State-level water-managing agencies like ADWR cannot level the playing field and achieve water conservation and sustainable groundwater use without substantial political will and support from the legislature, the courts, and the public. Since enactment of the Arizona Groundwater Management Act in 1980, ADWR undercut its own efforts and authority by exempting dozens of small water providers from demand management programs, tolerating and even enabling noncompliance among water providers, and abandoning mandates for concrete reductions in per capita consumption in favor of inadequate voluntary information- and incentive-based programs. But ADWR did not backpedal in a vacuum. Its behavior was shaped by social, political, and economic circumstances: concerted resistance from water providers, an entrenched antiregulatory political culture, formidable interests in the growth industry, timid central leadership within the state, and the legislature’s weakening amendments and stingy purse strings. The entire institutional setting evolved into a design for failure, both in achieving reductions in water demand and in attaining the ultimate goal of safe yield of groundwater.
Many policy analysts have called for reforms to get Arizona back on the path to sustainable water management, but a deficit of leadership and the lack of an imminent water-supply crisis have so far favored the status quo of comparably high water-use rates, supply-side alternatives, and an economy largely dependent on perpetual population growth and land development.Footnote 120 Even in the context of a decade-long drought, the region failed to implement water-use restrictions and continued to rely on groundwater pumping despite the GMA’s goal of eliminating groundwater overdraft.Footnote 121 The crisis that led to the passage of the GMA was essentially a funding crisis: the federal government’s threat to end financial support for the CAP canal. The GMA solved that short-term crisis, but it was also designed to solve a longer-term water-resource problem. After twenty-eight years of implementation, the state’s largest metropolitan region seems unable and unwilling to make significant progress toward the long-term goal of restraining groundwater overdraft. Instead, it remains focused on supply-oriented strategies and using, rather than conserving, renewable surface water.
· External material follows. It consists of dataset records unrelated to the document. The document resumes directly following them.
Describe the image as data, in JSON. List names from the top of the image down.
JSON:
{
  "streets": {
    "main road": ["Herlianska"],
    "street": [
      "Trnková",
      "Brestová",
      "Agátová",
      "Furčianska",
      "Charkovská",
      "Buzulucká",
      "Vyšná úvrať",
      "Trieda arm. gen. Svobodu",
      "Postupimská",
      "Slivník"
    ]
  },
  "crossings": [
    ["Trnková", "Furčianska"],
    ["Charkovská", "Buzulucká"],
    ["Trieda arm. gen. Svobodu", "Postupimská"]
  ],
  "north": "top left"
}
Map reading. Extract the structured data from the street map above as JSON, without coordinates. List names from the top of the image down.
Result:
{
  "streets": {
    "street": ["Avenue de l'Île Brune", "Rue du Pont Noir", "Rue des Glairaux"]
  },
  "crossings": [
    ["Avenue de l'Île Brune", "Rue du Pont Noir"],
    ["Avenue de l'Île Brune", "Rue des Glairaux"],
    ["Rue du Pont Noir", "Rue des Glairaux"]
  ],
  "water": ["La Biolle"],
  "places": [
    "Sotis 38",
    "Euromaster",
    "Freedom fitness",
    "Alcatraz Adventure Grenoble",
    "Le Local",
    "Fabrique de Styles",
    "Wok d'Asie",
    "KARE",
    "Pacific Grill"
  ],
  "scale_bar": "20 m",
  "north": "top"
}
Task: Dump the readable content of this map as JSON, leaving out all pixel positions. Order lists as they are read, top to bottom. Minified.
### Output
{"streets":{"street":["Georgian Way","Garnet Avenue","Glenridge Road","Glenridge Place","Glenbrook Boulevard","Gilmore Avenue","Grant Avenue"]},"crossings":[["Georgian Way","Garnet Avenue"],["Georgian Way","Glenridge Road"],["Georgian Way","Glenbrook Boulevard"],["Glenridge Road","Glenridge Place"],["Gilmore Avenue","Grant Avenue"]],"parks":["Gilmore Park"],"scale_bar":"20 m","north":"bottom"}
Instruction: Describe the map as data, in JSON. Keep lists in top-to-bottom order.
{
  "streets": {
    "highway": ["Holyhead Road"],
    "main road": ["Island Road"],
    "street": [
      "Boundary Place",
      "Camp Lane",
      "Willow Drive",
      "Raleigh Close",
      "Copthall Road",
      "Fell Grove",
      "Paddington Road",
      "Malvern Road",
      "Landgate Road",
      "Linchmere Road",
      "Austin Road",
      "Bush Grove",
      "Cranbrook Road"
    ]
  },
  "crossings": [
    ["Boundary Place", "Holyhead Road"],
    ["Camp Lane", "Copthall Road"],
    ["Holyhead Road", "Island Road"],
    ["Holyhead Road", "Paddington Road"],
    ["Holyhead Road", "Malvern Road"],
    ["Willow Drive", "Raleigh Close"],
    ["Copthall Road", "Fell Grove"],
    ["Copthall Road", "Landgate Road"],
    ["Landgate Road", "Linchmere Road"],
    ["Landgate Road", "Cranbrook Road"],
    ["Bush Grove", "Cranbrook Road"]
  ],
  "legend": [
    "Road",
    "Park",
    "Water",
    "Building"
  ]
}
Delaying demand management only compounds the state’s challenges. Many scholars suggest that the era of large reclamation projects has passed. Meanwhile, the future of the southwestern United States is looking hotter and drier, making the renewable supply of river water less reliable.Footnote 122 Perhaps a drying climate will lead to a rebirth of another large-scale water-development era.Footnote 123 But the economic costs, legal limits, and political feasibility of such projects face an uphill battle given influential environmental laws and constituents, interest-group and interstate rivalries, escalating energy costs for desalination and pumping, and current budget deficits in the state of Arizona and the United StatesFootnote 124 In recognition of the fundamentally limited nature of water supplies and the actuality of escalating scarcity, both physically and legally, soft-path demand-side strategies to reduce consumption must be as rigorously pursued today as the supply-side hard-path strategies of yesterday. After all, a gallon saved is a gallon earned, and the effective management of water demand is vital to quench the seemingly insatiable thirst of rapidly growing desert cities, where sustainability depends on the efficient and responsible use of a scarce, precious, and finite resource.